Caché (Hidden)

Written and Directed by Michael Haneke
Screening at FACT from 10th-16th February 2006

Reviewed by Adam Ford

They say the camera never lies. Whatever pictures it shows are always an image of the truth, from whichever particular perspective it happens to come. Using the most basic of camera techniques, Michael Heneke deftly rubs post-9/11 western society in its own vomit and forces it to watch the experience on a massive telly. He has opened-up a permanantly unsettling study of unspoken racism and middle class guilt without needing to open the Hollywood box of tricks.

Intellectual talk show presenter Georges (Daniel Autiel) and his book editor wife Anne (Juliette Binoche) seem to have the perfect life in suburban Paris. Their home, their jobs and their friends might have leapt straight out of a glossy magazine, and they lead an untroubled existance. Untroubled, that is, until Anne opens a carrier bag and finds a surveillance tape of their home. Slowly but surely they are forced to confront things that they would prefer to forget even existed. Something that lies in wait. Something beneath the surface. Something that is out of sight but never completely out of mind.
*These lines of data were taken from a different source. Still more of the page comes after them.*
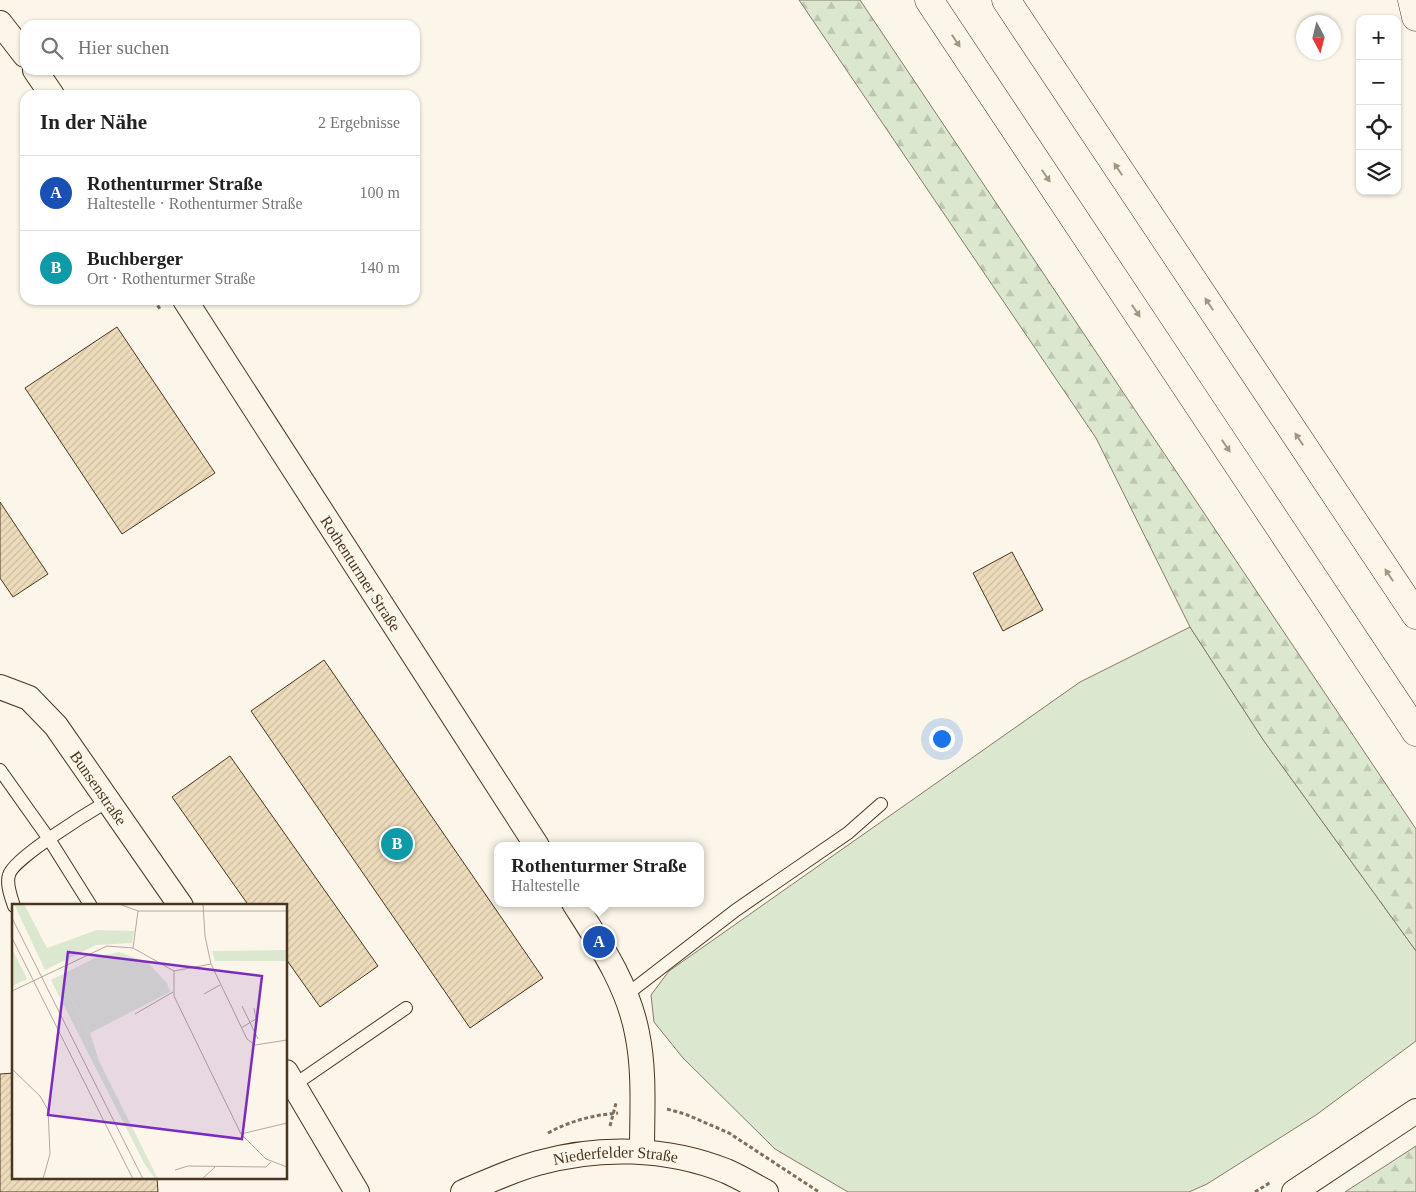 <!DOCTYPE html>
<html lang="de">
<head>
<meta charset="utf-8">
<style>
	body { margin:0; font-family:Georgia,serif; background:#f6f6f6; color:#222 }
	.controls { position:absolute; right:15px; top:15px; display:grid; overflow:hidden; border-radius:10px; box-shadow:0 1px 4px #0004 }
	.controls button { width:45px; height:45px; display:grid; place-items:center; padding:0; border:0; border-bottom:1px solid #e0e0e0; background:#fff; color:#222; font:25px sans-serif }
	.compass { position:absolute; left:1296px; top:15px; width:45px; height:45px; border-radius:50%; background:#fff; box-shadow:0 1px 4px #0004; rotate:173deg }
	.you { position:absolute; left:941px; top:738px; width:18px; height:18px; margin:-12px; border:4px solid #fff; border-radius:50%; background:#1a73e8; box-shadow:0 0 0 8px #1a73e833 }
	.badge { display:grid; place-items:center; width:32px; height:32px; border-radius:50%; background:#2563eb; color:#fff; font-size:16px; font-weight:700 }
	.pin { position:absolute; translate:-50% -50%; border:2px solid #fff; box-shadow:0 1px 5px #0006 }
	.popup { position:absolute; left:494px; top:842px; width:210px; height:65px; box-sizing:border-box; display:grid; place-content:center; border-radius:10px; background:#fff; filter:drop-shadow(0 1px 4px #0005); font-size:16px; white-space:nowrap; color:#767676 }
	.popup b { font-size:19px; color:#222 }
	.popup::after { content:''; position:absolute; left:50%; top:100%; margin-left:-10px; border:10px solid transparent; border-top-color:#fff }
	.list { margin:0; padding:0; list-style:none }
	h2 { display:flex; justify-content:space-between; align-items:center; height:65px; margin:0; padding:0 20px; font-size:21px }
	h2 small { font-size:16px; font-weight:400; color:#767676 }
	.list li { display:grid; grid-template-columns:32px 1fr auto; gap:15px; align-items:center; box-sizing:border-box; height:75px; padding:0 20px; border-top:1px solid #e0e0e0 }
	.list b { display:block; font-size:19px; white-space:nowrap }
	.list p { margin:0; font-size:16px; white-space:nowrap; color:#767676 }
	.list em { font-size:16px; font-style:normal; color:#767676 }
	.icon { flex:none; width:28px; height:28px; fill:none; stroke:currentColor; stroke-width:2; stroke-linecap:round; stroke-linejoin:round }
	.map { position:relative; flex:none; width:1416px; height:1192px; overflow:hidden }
	.search { position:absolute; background:#fff; box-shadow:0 1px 4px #0004; left:20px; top:20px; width:400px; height:55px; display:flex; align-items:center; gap:12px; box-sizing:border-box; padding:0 18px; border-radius:15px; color:#767676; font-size:19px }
	.panel { position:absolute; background:#fff; box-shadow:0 1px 4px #0004; left:20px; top:90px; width:400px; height:215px; border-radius:15px }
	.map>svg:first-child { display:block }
	.grass { fill:#dce7d0; stroke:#887966 }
	.forest { fill:url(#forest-firs); stroke:#887966 }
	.building { fill:url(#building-hatch); stroke:#4a3520 }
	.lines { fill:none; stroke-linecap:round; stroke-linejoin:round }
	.service-casing { stroke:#4a3520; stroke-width:14 }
	.minor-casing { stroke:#4a3520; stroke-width:26 }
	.tertiary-casing { stroke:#4a3520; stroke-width:29 }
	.motorway-casing { stroke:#4a3520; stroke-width:29 }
	.path { stroke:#7f6f5c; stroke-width:3; stroke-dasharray:4 2.5; stroke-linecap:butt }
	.service { stroke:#fbf6e9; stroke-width:12 }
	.minor { stroke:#fbf6e9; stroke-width:24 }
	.tertiary { stroke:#fbf6e9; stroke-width:28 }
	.motorway { stroke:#fbf6e9; stroke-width:28 }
	.oneway { fill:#a29684 }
	.labels { text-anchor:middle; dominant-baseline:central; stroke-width:4; stroke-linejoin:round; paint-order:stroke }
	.street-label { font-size:16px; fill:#4a3520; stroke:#fbf6e9 }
	.inset-road { fill:none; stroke:#b4a999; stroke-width:1 }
	.view { fill:#7b2cbf; fill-opacity:0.15; stroke:#7b2cbf; stroke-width:2.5 }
	.inset-edge { fill:none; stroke:#4a3520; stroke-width:2.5 }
</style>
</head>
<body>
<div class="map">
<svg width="1416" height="1192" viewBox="0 0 1416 1192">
	<defs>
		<pattern id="forest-firs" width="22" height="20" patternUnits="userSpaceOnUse" patternTransform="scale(1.25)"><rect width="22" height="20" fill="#dce7d0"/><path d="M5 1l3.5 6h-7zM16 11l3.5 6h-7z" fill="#bec7b2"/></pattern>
		<pattern id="building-hatch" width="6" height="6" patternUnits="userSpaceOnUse" patternTransform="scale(1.25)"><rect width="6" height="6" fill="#ecdcbc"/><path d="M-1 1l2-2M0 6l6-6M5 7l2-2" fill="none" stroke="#ccbda1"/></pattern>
	</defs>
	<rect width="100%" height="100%" fill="#fbf6e9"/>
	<path class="grass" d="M1190,627L1264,741L1416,951V1041L1316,1115L1207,1184L1189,1192H848L775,1149L683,1058L654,1022L651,995L669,971L1080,682Z"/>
	<path class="forest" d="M799,0H860L1416,829V951L1264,741L1190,627L1096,438Z
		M1416,1146V1192H1345Z"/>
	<path class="building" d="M117,327L215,473L122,534L25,388Z
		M0,502L48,574L13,597L0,578Z
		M1012,552L1043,610L1003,631L973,573Z
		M324,660L543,978L470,1028L251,711Z
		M230,756L378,966L320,1007L286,959V906H249L172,797Z
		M14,1073V1178H157L158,1192H0V1074Z"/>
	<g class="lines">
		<defs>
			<path id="service" d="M0,770L49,839L91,906
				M14,906C11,897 6,884 9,875C12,859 91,811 108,801
				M626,995L736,910L848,833L881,804
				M294,1085L406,1008"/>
			<g id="minor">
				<path d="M0,23L25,55"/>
				<path d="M35,70L52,95"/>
				<path id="s1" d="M185,300L537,846"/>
				<path id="s2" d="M0,687L29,698L56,726L181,906"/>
				<path d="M574,903C600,944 628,985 637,1033C645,1071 642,1112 642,1151"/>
				<path d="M286,1072L357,1192"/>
				<path id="s3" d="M463,1192C487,1182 512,1170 538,1163C599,1146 666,1147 726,1171C740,1177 753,1185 766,1192"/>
				<path d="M1294,1192L1416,1111"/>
			</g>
			<path id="tertiary" d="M1412,0L1416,17"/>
			<path id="motorway" d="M929,0L1416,732
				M1006,0L1416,615"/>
		</defs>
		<use href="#service" class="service-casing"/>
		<use href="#minor" class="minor-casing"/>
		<use href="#tertiary" class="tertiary-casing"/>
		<use href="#motorway" class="motorway-casing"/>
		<path class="path" d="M154,300L160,309
			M667,1109L685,1114L729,1133L819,1192
			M610,1126L616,1103
			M548,1133C570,1121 593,1115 618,1113
			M1255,1192L1271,1182"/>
		<use href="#service" class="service"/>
		<use href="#minor" class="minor"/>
		<use href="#tertiary" class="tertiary"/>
		<use href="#motorway" class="motorway"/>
	</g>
	<defs><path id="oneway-solid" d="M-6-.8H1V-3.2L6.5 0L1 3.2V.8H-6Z" transform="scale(1.25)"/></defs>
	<g class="oneway">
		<use href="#oneway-solid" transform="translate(956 41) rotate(56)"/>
		<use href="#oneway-solid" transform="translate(1118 169) rotate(-124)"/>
		<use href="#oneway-solid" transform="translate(1046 176) rotate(56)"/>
		<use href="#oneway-solid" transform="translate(1209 304) rotate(-124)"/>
		<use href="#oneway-solid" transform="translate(1136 311) rotate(56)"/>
		<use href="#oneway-solid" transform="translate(1299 439) rotate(-124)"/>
		<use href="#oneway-solid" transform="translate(1226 446) rotate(56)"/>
		<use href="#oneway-solid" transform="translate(1389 575) rotate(-124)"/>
	</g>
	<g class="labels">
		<g class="street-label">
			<text stroke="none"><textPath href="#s1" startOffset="325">Rothenturmer Straße</textPath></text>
			<text stroke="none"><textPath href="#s2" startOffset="145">Bunsenstraße</textPath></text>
			<text stroke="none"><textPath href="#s3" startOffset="159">Niederfelder Straße</textPath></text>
		</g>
	</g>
	<g transform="translate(12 904)">
		<rect width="275" height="275" fill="#fbf6e9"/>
		<path d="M107,48L135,58L155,79L158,88L78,129L47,72L85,53Z" fill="#dce7d0"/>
		<path d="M2,0H12L35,44L85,26L122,27L120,39L84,41L33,66ZM0,45L15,75L0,82ZM275,46V57H203L200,47ZM47,72L78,129L87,157L146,275H143L132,259L39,76Z" fill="#dce7d0"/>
		<path class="inset-road" d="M107,0L126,7H275M191,0L193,32L199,60L235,135L243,141L275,136M0,14L131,275M0,34L121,275M121,44L126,7M162,67V92L229,230L254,255L275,263M0,87L95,42L121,44L162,67L199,60M192,90L208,81M230,102L246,135M123,110L161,88M229,124L244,115L242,104M0,165L28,192L36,206L38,250L31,275M229,230L275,219M163,266L176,262L254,263L259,258M190,275L203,263"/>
		<path class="view" d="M56,48L250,72L230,235L36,211Z"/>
		<rect width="275" height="275" class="inset-edge"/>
	</g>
</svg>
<div class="controls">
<button>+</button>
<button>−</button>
<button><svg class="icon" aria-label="locate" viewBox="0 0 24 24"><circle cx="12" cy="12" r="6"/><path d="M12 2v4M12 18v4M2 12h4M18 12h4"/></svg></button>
<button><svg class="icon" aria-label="layers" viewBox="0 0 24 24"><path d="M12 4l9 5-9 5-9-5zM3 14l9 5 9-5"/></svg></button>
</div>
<svg class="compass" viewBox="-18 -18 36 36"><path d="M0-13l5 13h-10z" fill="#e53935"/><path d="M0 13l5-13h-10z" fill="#767676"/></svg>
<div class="you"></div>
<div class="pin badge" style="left:599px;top:942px;background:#1a4fb4">A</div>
<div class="popup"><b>Rothenturmer Straße</b>Haltestelle</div>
<div class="pin badge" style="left:397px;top:844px;background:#0f9aa8">B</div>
<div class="search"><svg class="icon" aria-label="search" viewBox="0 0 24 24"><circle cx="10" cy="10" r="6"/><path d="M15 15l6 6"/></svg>Hier suchen</div>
<section class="panel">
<h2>In der Nähe<small>2 Ergebnisse</small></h2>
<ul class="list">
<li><span class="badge" style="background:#1a4fb4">A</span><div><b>Rothenturmer Straße</b><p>Haltestelle · Rothenturmer Straße</p></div><em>100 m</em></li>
<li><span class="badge" style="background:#0f9aa8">B</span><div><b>Buchberger</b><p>Ort · Rothenturmer Straße</p></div><em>140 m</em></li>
</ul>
</section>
</div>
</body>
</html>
The opening premise reminded me of Lost Highway - a 1997 David Lynch film. That had a great soundtrack, but it was a psychotic and psychedelic road to nowhere. Caché ditches soundtracks, special effects or any other distractions in favour of good storytelling and the gradual accumulation of suspense. Heneke and his cinematographer Christian Berger use space with scarcely believable skill, and allow lingering wide angle camera shots to construct a scene, a mood and a theme. Like a rich man’s La Haine, it anticipated last year’s Paris riots and the problems which powerful and privileged sections of French society have swept back under the carpet.